Action item -> Output exactly the lines from the line with "Give me a JSON" through the end of the records below. Include nothing else.

Dataset content ->
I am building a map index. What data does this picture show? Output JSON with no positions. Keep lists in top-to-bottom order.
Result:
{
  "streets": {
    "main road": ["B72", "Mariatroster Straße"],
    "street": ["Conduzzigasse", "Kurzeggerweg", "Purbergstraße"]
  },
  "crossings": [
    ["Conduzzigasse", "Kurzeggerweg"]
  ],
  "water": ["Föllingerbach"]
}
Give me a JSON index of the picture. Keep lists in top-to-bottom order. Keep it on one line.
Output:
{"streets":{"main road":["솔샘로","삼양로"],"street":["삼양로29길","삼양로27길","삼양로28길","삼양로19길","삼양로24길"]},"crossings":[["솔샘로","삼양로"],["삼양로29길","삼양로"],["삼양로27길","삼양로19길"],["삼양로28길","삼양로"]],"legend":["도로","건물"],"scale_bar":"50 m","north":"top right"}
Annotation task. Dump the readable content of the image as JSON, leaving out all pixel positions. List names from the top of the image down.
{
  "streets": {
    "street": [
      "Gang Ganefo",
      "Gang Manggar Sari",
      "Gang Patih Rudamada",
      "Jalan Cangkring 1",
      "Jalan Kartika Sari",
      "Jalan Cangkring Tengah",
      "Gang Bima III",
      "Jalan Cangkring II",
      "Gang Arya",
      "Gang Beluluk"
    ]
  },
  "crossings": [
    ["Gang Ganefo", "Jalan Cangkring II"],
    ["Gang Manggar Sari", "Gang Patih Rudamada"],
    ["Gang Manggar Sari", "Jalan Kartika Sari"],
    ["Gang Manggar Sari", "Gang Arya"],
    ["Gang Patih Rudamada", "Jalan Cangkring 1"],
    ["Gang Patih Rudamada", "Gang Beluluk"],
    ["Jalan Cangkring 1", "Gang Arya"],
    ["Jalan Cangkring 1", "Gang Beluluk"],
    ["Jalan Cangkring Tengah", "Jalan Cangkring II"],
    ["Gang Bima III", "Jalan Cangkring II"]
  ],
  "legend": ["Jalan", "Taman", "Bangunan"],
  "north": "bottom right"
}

Task result ->
Give me a JSON index of the picture. Keep lists in top-to-bottom order. Keep it on one line.
Output:
{"streets":{"main road":["솔샘로","삼양로"],"street":["삼양로29길","삼양로27길","삼양로28길","삼양로19길","삼양로24길"]},"crossings":[["솔샘로","삼양로"],["삼양로29길","삼양로"],["삼양로27길","삼양로19길"],["삼양로28길","삼양로"]],"legend":["도로","건물"],"scale_bar":"50 m","north":"top right"}
Annotation task. Dump the readable content of the image as JSON, leaving out all pixel positions. List names from the top of the image down.
{
  "streets": {
    "street": [
      "Gang Ganefo",
      "Gang Manggar Sari",
      "Gang Patih Rudamada",
      "Jalan Cangkring 1",
      "Jalan Kartika Sari",
      "Jalan Cangkring Tengah",
      "Gang Bima III",
      "Jalan Cangkring II",
      "Gang Arya",
      "Gang Beluluk"
    ]
  },
  "crossings": [
    ["Gang Ganefo", "Jalan Cangkring II"],
    ["Gang Manggar Sari", "Gang Patih Rudamada"],
    ["Gang Manggar Sari", "Jalan Kartika Sari"],
    ["Gang Manggar Sari", "Gang Arya"],
    ["Gang Patih Rudamada", "Jalan Cangkring 1"],
    ["Gang Patih Rudamada", "Gang Beluluk"],
    ["Jalan Cangkring 1", "Gang Arya"],
    ["Jalan Cangkring 1", "Gang Beluluk"],
    ["Jalan Cangkring Tengah", "Jalan Cangkring II"],
    ["Gang Bima III", "Jalan Cangkring II"]
  ],
  "legend": ["Jalan", "Taman", "Bangunan"],
  "north": "bottom right"
}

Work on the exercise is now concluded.